If You Have Any Doubts About What “Counts” As Blackface, Read This

This Halloween, we're having the same conversation we have pretty much every year. What "counts" as blackface, and can a Halloween costume involve face paint without being offensive? The latest instance of blackface controversy came Monday, when Riverdale actor Lili Reinhart issued an apology after being called out for tweeting a picture that many people identified as blackface.

On Saturday, Reinhart shared a picture of a person painted all black to look like a demon and captioned the tweet, "Found my Halloween costume!! Inspired by the color of my soul." In her statement, Reinhart said she "didn't think it would be interpreted as being racially insensitive" and "did not mean for my tweet to come off that way." As expected, people have come out to both defend and condemn Reinhart in droves. With so many people questioning whether she actually participated in blackface — because, as one viral tweet pointed out, she was not attempting to portray a person of color, and to assume so is to further perpetuate racial stereotyping — it's important to pause and look at what the definition of blackface actually is.

Blackface, literally speaking, is the black face paint that (white) minstrel performers would wear to portray Black people, often in a negative or stereotypical way. The practice dates back to the 19th century, and has super racist roots. White performers would paint their faces jet black and wildly exaggerate the shape of their lips to stereotype Black characters during minstrel shows. These shows remained popular through the 1950s and 1960s, only becoming unpopular as Americans became slightly more open to racial sensitivity. Today, most people aren't dressing up in as overtly racist a way as they did in the 1800s, but every Halloween, celebrities still wear offensive costumes and people still dress up in blackface — or its close cousins, brownface or yellowface — and say they don't realize it can be construed as racist.

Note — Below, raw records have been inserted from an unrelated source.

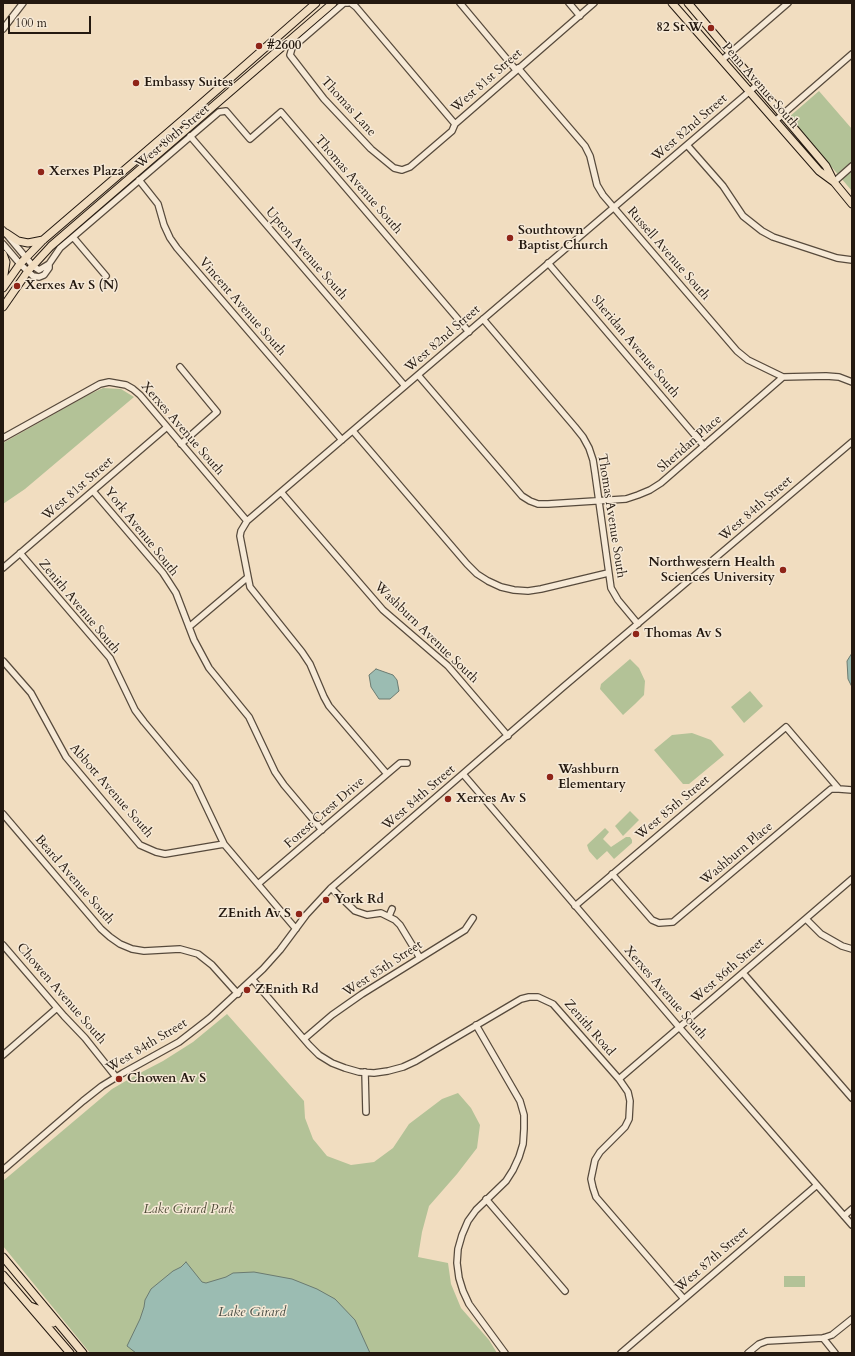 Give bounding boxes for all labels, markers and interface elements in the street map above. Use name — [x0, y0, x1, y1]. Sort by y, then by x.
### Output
scale bar — [10, 8, 93, 34]
text: 100 m — [15, 15, 47, 31]
place label: 82 St W — [656, 20, 703, 36]
marker: 82 St W — [706, 23, 716, 33]
place label: #2600 — [267, 38, 301, 54]
street label: Penn Avenue South — [718, 40, 802, 132]
marker: #2600 — [254, 41, 264, 51]
street label: West 81st Street — [448, 46, 526, 116]
street label: Thomas Lane — [317, 74, 379, 140]
place label: Embassy Suites — [144, 75, 233, 91]
marker: Embassy Suites — [131, 78, 141, 88]
street label: West 82nd Street — [649, 91, 731, 165]
street label: West 80th Street — [133, 102, 213, 172]
street label: Thomas Avenue South — [311, 132, 405, 238]
place label: Xerxes Plaza — [49, 164, 124, 180]
marker: Xerxes Plaza — [36, 167, 46, 177]
street label: Russell Avenue South — [623, 204, 713, 304]
street label: Upton Avenue South — [262, 205, 350, 303]
place label: Southtown Baptist Church — [518, 223, 608, 254]
marker: Southtown Baptist Church — [505, 233, 515, 243]
street label: Vincent Avenue South — [195, 255, 289, 359]
place label: Xerxes Av S (N) — [25, 278, 119, 294]
marker: Xerxes Av S (N) — [12, 281, 22, 291]
street label: Sheridan Avenue South — [588, 293, 682, 401]
street label: West 82nd Street — [402, 302, 484, 376]
street label: Xerxes Avenue South — [137, 379, 227, 479]
street label: Sheridan Place — [655, 412, 725, 476]
street label: Thomas Avenue South — [593, 453, 629, 579]
street label: West 81st Street — [39, 454, 117, 524]
street label: West 84th Street — [716, 473, 796, 545]
street label: York Avenue South — [100, 485, 182, 579]
place label: Northwestern Health Sciences University — [649, 555, 775, 586]
street label: Zenith Avenue South — [35, 557, 123, 657]
marker: Northwestern Health Sciences University — [778, 565, 788, 575]
street label: Washburn Avenue South — [371, 579, 481, 687]
place label: Thomas Av S — [644, 626, 722, 642]
marker: Thomas Av S — [631, 629, 641, 639]
street label: Abbott Avenue South — [66, 741, 156, 841]
street label: West 84th Street — [379, 762, 459, 834]
place label: Washburn Elementary — [558, 762, 626, 793]
marker: Washburn Elementary — [545, 772, 555, 782]
street label: West 85th Street — [633, 773, 713, 843]
street label: Forest Crest Drive — [282, 774, 368, 852]
place label: Xerxes Av S — [456, 791, 526, 807]
marker: Xerxes Av S — [443, 794, 453, 804]
street label: Washburn Place — [698, 819, 776, 889]
street label: Beard Avenue South — [31, 832, 117, 928]
place label: York Rd — [334, 892, 384, 908]
marker: York Rd — [321, 895, 331, 905]
place label: ZEnith Av S — [218, 906, 291, 922]
marker: ZEnith Av S — [294, 909, 304, 919]
street label: West 86th Street — [688, 935, 768, 1007]
street label: West 85th Street — [340, 938, 426, 1000]
street label: Chowen Avenue South — [13, 940, 109, 1048]
street label: Xerxes Avenue South — [620, 943, 710, 1043]
place label: ZEnith Rd — [255, 982, 319, 998]
marker: ZEnith Rd — [242, 985, 252, 995]
street label: Zenith Road — [560, 997, 618, 1059]
street label: West 84th Street — [104, 1016, 190, 1076]
place label: Chowen Av S — [127, 1071, 206, 1087]
marker: Chowen Av S — [114, 1074, 124, 1084]
park label: Lake Girard Park — [144, 1202, 234, 1218]
street label: West 87th Street — [672, 1224, 752, 1296]
water label: Lake Girard — [218, 1305, 286, 1321]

It's important to note that, using that definition, not all examples of painting one's face are the same thing as blackface, which Twitter user @Audnyhood, referring to the backlash around Reinhart's original tweet, pointed out — though if there is any doubt about whether or not your costume's use of face paint could be construed as racially insensitive, it's better not to do it. Many people on Twitter voiced their frustration that anyone would interpret a demon costume as blackface in the first place. Still, Reinhart's photo raises important questions: Does it matter if someone is portraying a non-human with their face paint? With the shameful history of blackface, you're probably better off avoiding black face paint, full stop, if that is not your skin color. Ask yourself: why do you need black face paint for your costume in the first place?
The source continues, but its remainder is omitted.